Nuns, and now monks, appear to be enjoying a certain popularity these days as subjects of novels. First there appeared Mariette in Ecstasy by Ron Hansen (HarperCollins, 1992) and then Lying Awake by Mark Salzman (Knopf, 2000), both about nuns, which explore the possibility of mystical experiences in the modern world (see Anglican Theological Review 83.2 [Spring 2001], pp. 340-342). Those novels were written by laypersons; by contrast, All We Know of Heaven is, according to the dust jacket, by "a Benedictine monk living in the upper Midwest." Although Hansen and Salzman admirably, and surprisingly, capture much of the texture and feel of monastic life, their novels have a hothouse atmosphere; Rougeau's novel is more redolent of cheese making and barn mucking, the day-to-day activities of a praying-and working-agricultural monastery.

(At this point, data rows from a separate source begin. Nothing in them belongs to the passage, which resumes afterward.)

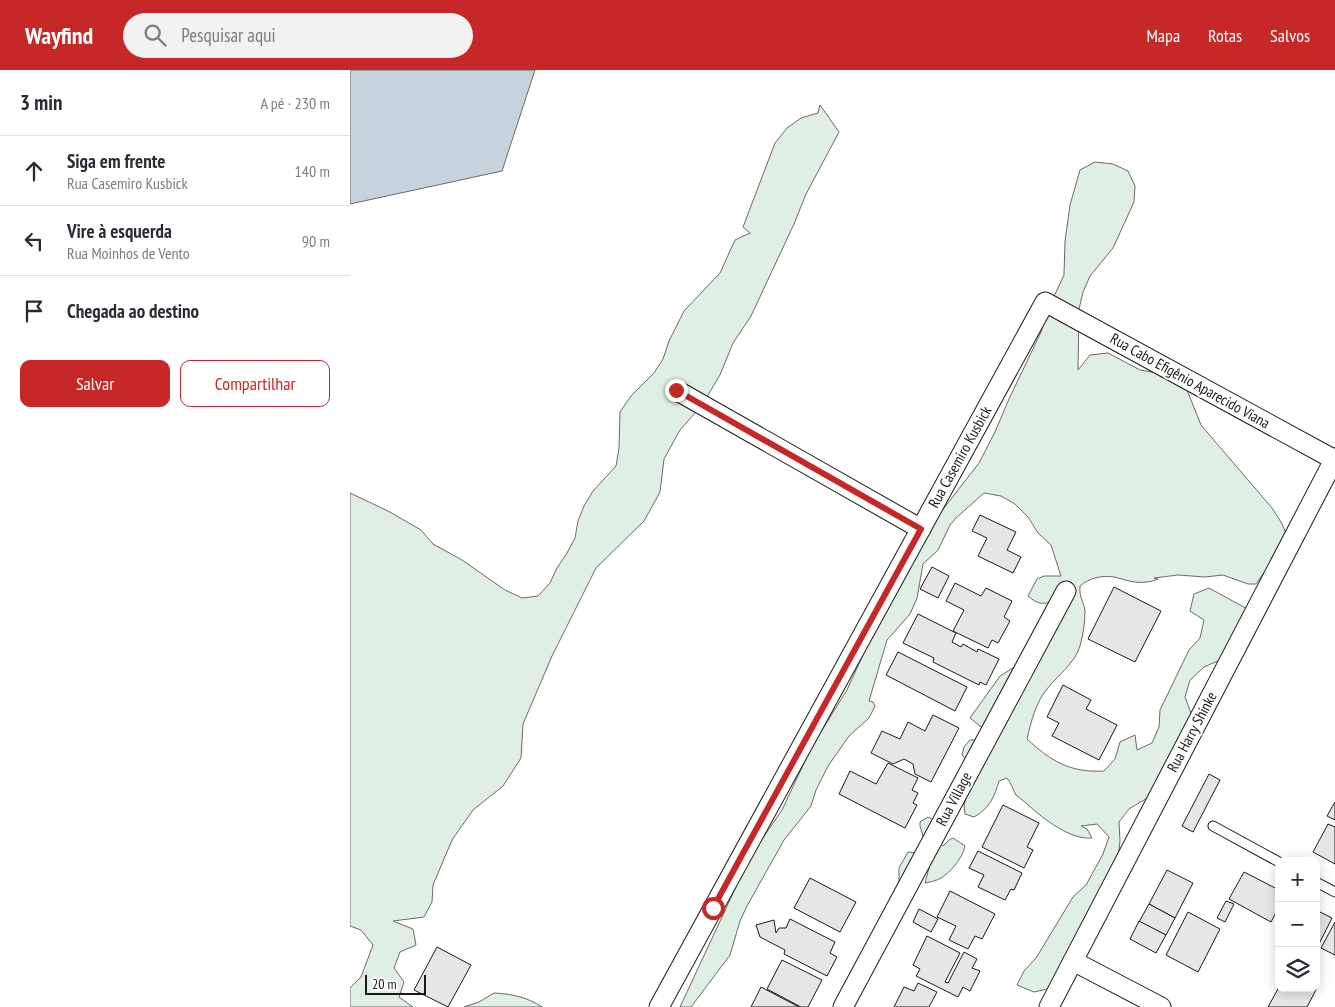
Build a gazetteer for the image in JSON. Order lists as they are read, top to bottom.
{
  "streets": {
    "street": [
      "Rua Cabo Efigênio Aparecido Viana",
      "Rua Casemiro Kusbick",
      "Rua Harry Shinke",
      "Rua Village"
    ]
  },
  "crossings": [
    ["Rua Cabo Efigênio Aparecido Viana", "Rua Casemiro Kusbick"],
    ["Rua Cabo Efigênio Aparecido Viana", "Rua Harry Shinke"]
  ],
  "scale_bar": "20 m",
  "page": {
    "header": "Wayfind",
    "search": "Pesquisar aqui",
    "nav": ["Mapa", "Rotas", "Salvos"],
    "heading": ["3 min", "A pé · 230 m"],
    "list": [
      ["Siga em frente", "Rua Casemiro Kusbick", "140 m"],
      ["Vire à esquerda", "Rua Moinhos de Vento", "90 m"],
      "Chegada ao destino"
    ],
    "buttons": ["Salvar", "Compartilhar"],
    "map_buttons": ["+", "−"],
    "scale": "20 m"
  }
}
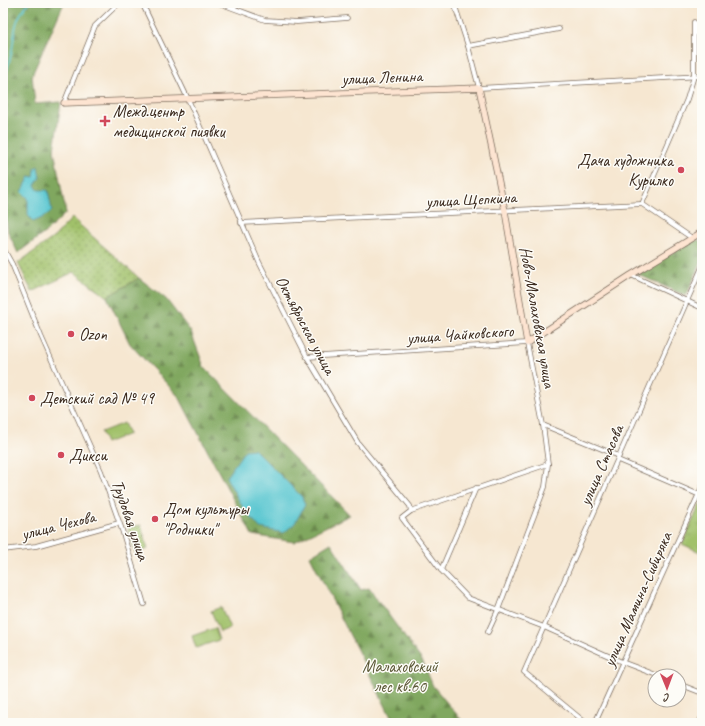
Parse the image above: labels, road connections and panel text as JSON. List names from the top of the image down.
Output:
{
  "streets": {
    "street": [
      "улица Ленина",
      "улица Щепкина",
      "Ново-Малаховская улица",
      "Октябрьская улица",
      "улица Чайковского",
      "улица Стасова",
      "Трудовая улица",
      "улица Чехова",
      "улица Мамина-Сибиряка"
    ]
  },
  "crossings": [
    ["улица Ленина", "Ново-Малаховская улица"],
    ["улица Ленина", "Октябрьская улица"],
    ["улица Щепкина", "Ново-Малаховская улица"],
    ["улица Щепкина", "Октябрьская улица"],
    ["Ново-Малаховская улица", "улица Чайковского"],
    ["Октябрьская улица", "улица Чайковского"],
    ["Трудовая улица", "улица Чехова"]
  ],
  "parks": ["Малаховский лес кв.60"],
  "places": {
    "health": ["Межд.центр медицинской пиявки"],
    "other": [
      "Дача художника Курилко",
      "Ozon",
      "Детский сад № 49",
      "Дикси",
      "Дом культуры \"Родники\""
    ]
  },
  "north": "bottom"
}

Paul Seneschal, a French Canadian, comes as a postulant to St. Norbert, a Trappist (Cistercian) Abbey near Winnipeg, in 1973. When the cab driver drops Paul off at the front gate he asks, "What is this? A cemetery?" (p. 3). The cabbie's question sets the tone for the novel: it asks "What can monasticism mean in the modern world?" and delightfully informs the reader that Rougeau has a sense of humor and will not take either his monks or himself too seriously. Paul discovers that the old monastic tonsure, the corona, was "a finger-wide band of hair around the head that looked like a furn; sweatband" (p. 32). Rougeau has a sharp eye that accompanies his sense of humor: one monk "installed himself in an old stuffed chair like a dog" (p. 41). One scene is worthy of Flaubert in Madame Bovary: as an old monk lies dying in the infirmary, Paul looks out the window and sees that Julius, one of the monastery's stud bulls (the other is named "Caesar"), which a year previously had attacked and killed a monk who was taunting it, is "in the last pasture, doing his business with a cow" (p. 44).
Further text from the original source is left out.